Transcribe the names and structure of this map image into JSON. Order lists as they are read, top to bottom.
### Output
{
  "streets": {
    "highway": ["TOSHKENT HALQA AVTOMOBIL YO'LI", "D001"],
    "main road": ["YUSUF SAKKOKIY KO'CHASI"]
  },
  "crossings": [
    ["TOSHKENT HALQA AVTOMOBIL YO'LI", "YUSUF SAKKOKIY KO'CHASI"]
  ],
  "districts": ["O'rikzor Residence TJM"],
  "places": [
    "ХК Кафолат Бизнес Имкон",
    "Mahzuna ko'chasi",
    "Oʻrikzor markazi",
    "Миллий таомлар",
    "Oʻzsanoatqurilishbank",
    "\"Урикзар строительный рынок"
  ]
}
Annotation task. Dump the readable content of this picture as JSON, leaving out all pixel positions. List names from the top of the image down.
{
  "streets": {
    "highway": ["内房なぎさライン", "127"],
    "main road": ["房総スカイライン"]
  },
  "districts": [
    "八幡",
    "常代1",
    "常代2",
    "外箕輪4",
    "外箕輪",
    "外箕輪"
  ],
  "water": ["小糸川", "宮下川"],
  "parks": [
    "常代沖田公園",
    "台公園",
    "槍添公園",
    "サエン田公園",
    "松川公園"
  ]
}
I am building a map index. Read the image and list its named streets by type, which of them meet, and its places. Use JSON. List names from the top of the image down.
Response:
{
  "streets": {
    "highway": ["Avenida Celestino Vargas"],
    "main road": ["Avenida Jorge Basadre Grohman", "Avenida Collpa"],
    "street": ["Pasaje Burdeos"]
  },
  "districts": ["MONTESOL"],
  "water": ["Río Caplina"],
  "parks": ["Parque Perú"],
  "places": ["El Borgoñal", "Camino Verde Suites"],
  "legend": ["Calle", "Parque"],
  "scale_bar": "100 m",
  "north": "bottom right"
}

■ Problem description
What is wanted is an exact copy of the data.

■ Result
Transcribe the names and structure of this map image into JSON. Order lists as they are read, top to bottom.
### Output
{
  "streets": {
    "highway": ["TOSHKENT HALQA AVTOMOBIL YO'LI", "D001"],
    "main road": ["YUSUF SAKKOKIY KO'CHASI"]
  },
  "crossings": [
    ["TOSHKENT HALQA AVTOMOBIL YO'LI", "YUSUF SAKKOKIY KO'CHASI"]
  ],
  "districts": ["O'rikzor Residence TJM"],
  "places": [
    "ХК Кафолат Бизнес Имкон",
    "Mahzuna ko'chasi",
    "Oʻrikzor markazi",
    "Миллий таомлар",
    "Oʻzsanoatqurilishbank",
    "\"Урикзар строительный рынок"
  ]
}
Annotation task. Dump the readable content of this picture as JSON, leaving out all pixel positions. List names from the top of the image down.
{
  "streets": {
    "highway": ["内房なぎさライン", "127"],
    "main road": ["房総スカイライン"]
  },
  "districts": [
    "八幡",
    "常代1",
    "常代2",
    "外箕輪4",
    "外箕輪",
    "外箕輪"
  ],
  "water": ["小糸川", "宮下川"],
  "parks": [
    "常代沖田公園",
    "台公園",
    "槍添公園",
    "サエン田公園",
    "松川公園"
  ]
}
I am building a map index. Read the image and list its named streets by type, which of them meet, and its places. Use JSON. List names from the top of the image down.
Response:
{
  "streets": {
    "highway": ["Avenida Celestino Vargas"],
    "main road": ["Avenida Jorge Basadre Grohman", "Avenida Collpa"],
    "street": ["Pasaje Burdeos"]
  },
  "districts": ["MONTESOL"],
  "water": ["Río Caplina"],
  "parks": ["Parque Perú"],
  "places": ["El Borgoñal", "Camino Verde Suites"],
  "legend": ["Calle", "Parque"],
  "scale_bar": "100 m",
  "north": "bottom right"
}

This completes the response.